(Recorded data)
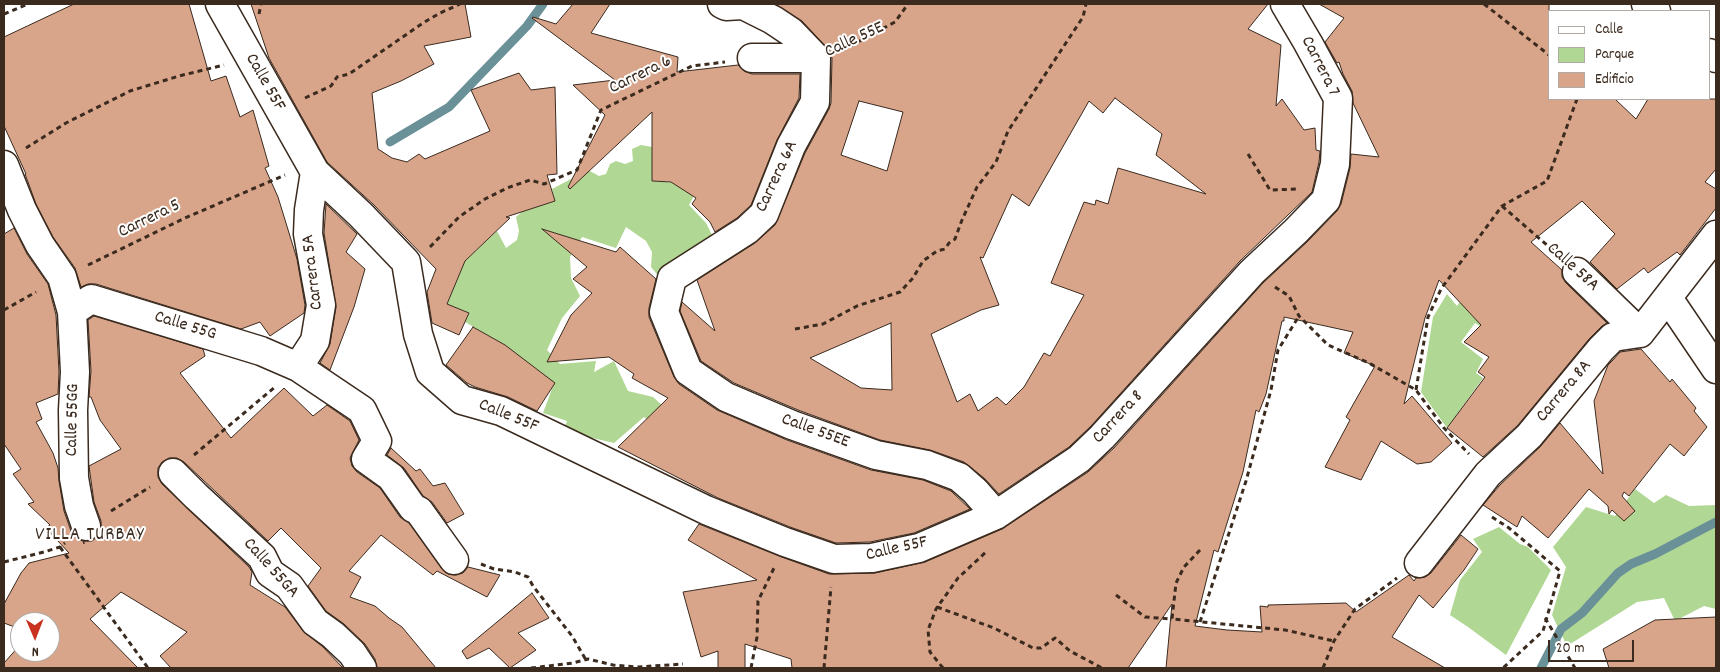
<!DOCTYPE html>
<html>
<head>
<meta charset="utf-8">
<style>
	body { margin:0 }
	#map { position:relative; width:1720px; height:672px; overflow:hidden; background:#fff; font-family:Dekko,sans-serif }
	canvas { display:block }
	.frame { position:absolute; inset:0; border:5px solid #3b2a1e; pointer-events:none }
	.legend { position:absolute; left:1548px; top:10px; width:162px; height:90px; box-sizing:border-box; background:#fff; border:1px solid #b1aaa5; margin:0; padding:6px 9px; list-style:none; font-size:15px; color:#3b2a1e }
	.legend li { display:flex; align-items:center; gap:10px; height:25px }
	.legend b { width:25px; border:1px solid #b1aaa5 }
	.north { position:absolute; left:10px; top:612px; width:50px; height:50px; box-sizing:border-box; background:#fff; border:1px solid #b1aaa5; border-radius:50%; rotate:179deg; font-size:14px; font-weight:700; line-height:20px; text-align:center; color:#3b2a1e }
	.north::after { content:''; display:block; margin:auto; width:18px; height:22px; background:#c8321e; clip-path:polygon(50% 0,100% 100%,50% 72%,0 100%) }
	.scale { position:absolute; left:1548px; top:640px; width:86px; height:22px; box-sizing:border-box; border:2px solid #3b2a1e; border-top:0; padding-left:6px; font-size:15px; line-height:18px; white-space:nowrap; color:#3b2a1e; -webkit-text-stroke:4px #fff; paint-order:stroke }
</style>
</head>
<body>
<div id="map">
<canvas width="1720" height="672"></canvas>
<div class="frame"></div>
<ul class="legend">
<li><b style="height:6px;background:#fff"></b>Calle</li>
<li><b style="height:14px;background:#b0d793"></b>Parque</li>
<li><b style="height:14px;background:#d8a58b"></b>Edificio</li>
</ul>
<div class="north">N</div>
<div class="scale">20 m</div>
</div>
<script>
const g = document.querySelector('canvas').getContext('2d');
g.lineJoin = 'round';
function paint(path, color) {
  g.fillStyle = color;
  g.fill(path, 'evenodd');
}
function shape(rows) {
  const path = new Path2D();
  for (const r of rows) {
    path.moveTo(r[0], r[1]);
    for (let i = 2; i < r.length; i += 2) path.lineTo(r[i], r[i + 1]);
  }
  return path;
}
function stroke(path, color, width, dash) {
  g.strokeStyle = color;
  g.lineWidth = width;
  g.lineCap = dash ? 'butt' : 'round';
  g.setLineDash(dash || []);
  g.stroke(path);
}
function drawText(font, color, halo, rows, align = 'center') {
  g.font = font + ' Dekko,sans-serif';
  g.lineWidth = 4;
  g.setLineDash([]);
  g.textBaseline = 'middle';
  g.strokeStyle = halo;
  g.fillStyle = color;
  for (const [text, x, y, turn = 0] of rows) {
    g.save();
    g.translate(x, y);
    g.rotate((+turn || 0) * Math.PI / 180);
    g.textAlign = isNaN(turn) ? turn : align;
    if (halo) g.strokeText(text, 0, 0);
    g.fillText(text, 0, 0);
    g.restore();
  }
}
const green = shape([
	[641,145,652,147,652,181,678,183,694,196,689,205,706,223,715,241,660,278,651,267,652,252,646,241,626,227,616,248,582,237,570,257,571,278,580,296,562,318,547,350,560,364,596,361,594,372,614,361,628,391,653,397,672,414,676,443,644,417,614,443,563,431,567,421,543,413,553,386,489,336,465,322,469,313,447,304,465,261,497,231,506,248,517,240,519,231,516,217,523,211,555,201,552,189,588,170,599,176,606,174,610,164,616,161,625,164,633,161,632,149],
	[1468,292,1486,330,1475,323,1461,342,1483,359,1476,373,1483,378,1447,428,1421,392,1433,317,1447,294,1457,306],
	[1635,489,1654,503,1666,495,1689,506,1716,505,1716,609,1704,606,1675,621,1664,598,1637,602,1567,646,1552,615,1566,567,1553,547,1586,507,1615,516],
	[1499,527,1520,544,1528,547,1551,570,1506,655,1468,627,1450,615,1460,580,1482,552,1473,539]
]);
const stream = shape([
	[390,142,449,107,527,26,543,4],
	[1541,668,1561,629,1582,613,1618,573,1631,564,1655,554,1716,522]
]);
const building = shape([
	[74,4,189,4,211,81,226,76,240,117,253,110,269,166,265,168,278,197,297,259,305,305,304,313,270,336,260,322,241,329,96,284,88,284,81,287,75,268,53,237,36,204,25,174,26,174,4,126,4,37,74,4],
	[251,4,465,4,471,37,424,46,434,64,401,81,372,93,378,149,392,158,407,162,419,154,425,159,490,131,471,90,519,73,531,90,555,87,557,174,547,175,555,201,506,217,510,218,465,261,447,304,469,313,459,335,432,323,427,292,436,269,374,205,327,162,269,58,251,4],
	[573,4,610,4,591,33,678,57,677,72,738,65,744,71,752,74,800,74,799,98,777,140,751,205,737,218,715,232,710,222,692,204,696,198,671,182,652,181,652,112,570,189,568,187,605,115,573,85,615,80,532,18,533,17,556,24,573,4],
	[775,4,1268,4,1248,29,1281,45,1276,106,1282,99,1304,130,1315,128,1316,150,1320,151,1319,162,1312,192,1240,261,1091,426,1069,447,999,494,985,479,964,462,930,450,880,440,798,410,734,383,701,361,680,311,682,302,715,331,697,280,755,243,775,225,805,153,829,109,831,103,832,58,830,51,802,21,775,4],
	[1115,98,1162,134,1156,155,1206,194,1118,168,1108,204,1096,200,1095,205,1084,202,1051,283,1084,295,1050,356,1044,353,1024,387,1006,405,997,397,978,411,970,394,957,402,931,334,981,310,999,305,980,257,983,258,1012,194,1029,206,1089,101,1103,113,1115,98],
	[859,101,903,112,887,171,841,155,859,101],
	[891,323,892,390,861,388,810,358,891,323],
	[1319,4,1549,4,1549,99,1615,99,1636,119,1648,99,1716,99,1716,169,1705,182,1716,189,1716,208,1680,255,1677,252,1648,273,1644,268,1617,289,1590,262,1615,234,1582,201,1531,242,1562,270,1562,277,1566,283,1607,323,1602,326,1589,339,1518,425,1483,457,1447,428,1485,377,1478,372,1489,357,1464,342,1481,325,1439,280,1425,318,1404,404,1412,396,1452,443,1431,462,1417,464,1381,441,1361,480,1325,467,1350,420,1346,417,1375,366,1344,353,1353,332,1284,317,1284,321,1282,321,1266,394,1259,412,1256,410,1243,472,1218,552,1214,550,1195,626,1227,630,1262,632,1260,606,1268,607,1268,605,1346,603,1356,612,1409,575,1414,581,1416,578,1425,577,1431,573,1461,535,1478,549,1464,570,1433,608,1419,595,1392,637,1445,668,1166,668,1172,604,1128,668,792,668,791,659,745,644,745,668,718,668,718,651,701,657,683,592,757,580,688,540,699,524,779,556,829,574,875,573,925,562,1002,529,1088,472,1114,448,1263,283,1307,242,1337,211,1341,204,1350,168,1351,154,1379,157,1353,103,1352,91,1343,74,1339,62,1337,63,1325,42,1344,18,1319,4],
	[326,204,357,234,346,252,365,269,354,307,330,370,320,363,330,344,336,307,324,233,326,204],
	[14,228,27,254,48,284,56,315,59,372,58,394,36,403,42,419,36,422,53,453,58,468,59,481,64,511,71,531,75,537,83,541,84,544,84,541,92,541,97,537,101,529,101,521,94,502,89,466,121,449,100,420,91,397,89,397,91,371,88,320,94,316,203,349,205,356,180,373,231,438,284,388,313,416,327,405,350,421,359,440,350,458,352,466,357,472,380,488,400,517,409,523,442,569,448,574,456,575,463,573,468,567,500,575,487,597,437,571,433,575,381,535,349,571,361,577,350,597,375,606,389,618,402,627,436,668,377,668,375,659,365,644,344,624,326,611,308,586,321,568,281,528,268,541,184,462,177,458,169,458,162,462,158,468,158,477,162,484,249,567,252,572,250,585,285,607,303,631,323,647,343,668,171,668,160,656,187,632,121,592,90,619,138,668,4,668,4,663,20,645,20,652,50,652,50,622,20,622,20,629,4,623,4,604,21,573,29,563,69,553,46,528,50,525,28,504,34,502,13,474,21,469,4,444,4,234,14,228],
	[542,229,616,252,620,247,656,279,649,308,649,317,674,377,679,384,717,410,787,440,871,470,923,480,951,491,970,509,914,533,870,542,836,543,790,527,718,498,618,447,668,398,632,378,634,374,609,357,547,362,571,315,592,293,573,279,587,267,542,229],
	[473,327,505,345,555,383,537,411,508,397,475,387,467,383,446,365,473,327],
	[1641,349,1670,382,1672,379,1696,408,1694,411,1707,427,1684,456,1670,444,1629,496,1624,492,1622,496,1635,511,1624,521,1612,510,1609,514,1608,506,1589,489,1548,538,1522,516,1517,527,1483,505,1500,485,1540,447,1560,423,1603,474,1594,401,1608,365,1613,360,1620,352,1641,349],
	[391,448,416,471,420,469,433,486,445,483,464,514,447,523,432,502,423,496,404,468,387,455,391,448],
	[532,593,549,618,518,633,536,650,510,668,489,648,467,659,462,651,532,593],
	[1716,617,1716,668,1609,668,1603,649,1655,620,1716,617]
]);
const path = shape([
	[1484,4,1549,55],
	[4,14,28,4],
	[259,14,261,4],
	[843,50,895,22,908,4],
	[305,98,331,86,337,77,349,74,423,23,440,13,460,4],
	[26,148,66,123,130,91,179,76,224,65],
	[1248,154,1270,190,1297,189],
	[1502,206,1556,253],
	[430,247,459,217,485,199,507,188,530,180,544,184,577,170,601,110,692,66,725,62],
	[88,265,185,218,285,175],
	[1275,287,1289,296,1299,316,1328,345,1369,363,1416,390,1444,428,1469,454],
	[4,310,36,292],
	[795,329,823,324,857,306,900,292,913,278,923,261,937,251,945,249,949,243,955,239,962,220,977,187,996,162,1008,131,1083,17,1086,4],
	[1416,390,1428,317,1441,289,1502,206,1547,181,1577,99],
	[194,455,275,387],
	[111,511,150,487],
	[1492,517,1509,528,1560,571,1543,631,1503,668],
	[60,547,148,668],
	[1200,550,1184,567,1176,583,1172,619,1285,630,1334,641],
	[4,562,44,552,60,547,65,543],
	[481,564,494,569,515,572,528,577,533,586,572,636,586,660],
	[1116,595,1145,617,1172,619],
	[937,607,994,628,1033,648,1041,648,1055,638,1070,651,1102,668],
	[1545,618,1575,668],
	[1200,622,1246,481,1271,390,1278,350,1299,316],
	[531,668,573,663,588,659,613,665,638,667,683,664],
	[751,668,757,637,758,601,774,568],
	[824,668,831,587],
	[943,668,930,652,928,630,936,609,958,578,986,552],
	[1323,668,1334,641,1355,609,1397,578]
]);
const minor = shape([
	[220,4,315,172,361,215,406,262,418,334,430,372,462,400,501,411,706,510,785,542,834,559,872,558,919,548,996,515,1079,459,1102,437,1252,272,1296,231,1326,200,1335,164,1338,98,1308,43,1285,4],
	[722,4,726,6,743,5,773,20,791,32,816,58],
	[1646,4,1656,11],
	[1709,53,1716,58],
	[752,58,816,58],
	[816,58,815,102,791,146,764,214,747,230,672,278,664,312,688,371,726,397,792,425,876,455,927,465,959,477,975,491,996,515],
	[4,165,22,210,40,245,62,277,72,312,75,372,73,410,74,478,79,506,86,526],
	[1577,272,1640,333],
	[1668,298,1716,369],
	[72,312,91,299,261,351,298,367,362,410,377,441,366,459,391,477,413,508,419,511,454,560],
	[298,367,315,341,321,305,308,234,309,210,315,172],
	[173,473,196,496,262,557,270,573,289,586,315,622,333,635,352,653,362,668],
	[1419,563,1488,474,1529,436,1601,349,1613,337,1640,333,1716,235]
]);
const streetNames = [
	["Calle 55E",855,41,-25],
	["Carrera 7",1319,67,63],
	["Carrera 6",641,76,-26],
	["Calle 55F",264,83,60],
	["Carrera 6A",778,177,-65],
	["Carrera 5",150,220,-26],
	["Calle 58A",1572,268,42],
	["Carrera 5A",314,272,-97],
	["Calle 55G",185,327,17],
	["Carrera 8A",1565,392,-50],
	["Calle 55F",508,417,22],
	["Carrera 8",1119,418,-47],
	["Calle 55GG",74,420,-89],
	["Calle 55EE",815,432,20],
	["Calle 55F",897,550,-13],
	["Calle 55GA",270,569,48]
];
const neighbourhoodNames = [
	["VILLA TURBAY",90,536]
];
paint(green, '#b0d793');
stroke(stream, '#6a9198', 9);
paint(building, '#d8a58b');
stroke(building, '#3b2a1e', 1);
stroke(minor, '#3b2a1e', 31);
stroke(path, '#3b2a1e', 3, [5, 4]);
stroke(minor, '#fff', 28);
drawText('18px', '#3b2a1e', '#fff', streetNames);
g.letterSpacing = '1px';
drawText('19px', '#3b2a1e', '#fff', neighbourhoodNames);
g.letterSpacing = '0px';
</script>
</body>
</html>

What to do: Wherever a line of the records above contains the string "function", copy that line out.

Task output:
function paint(path, color) {
function shape(rows) {
function stroke(path, color, width, dash) {
function drawText(font, color, halo, rows, align = 'center') {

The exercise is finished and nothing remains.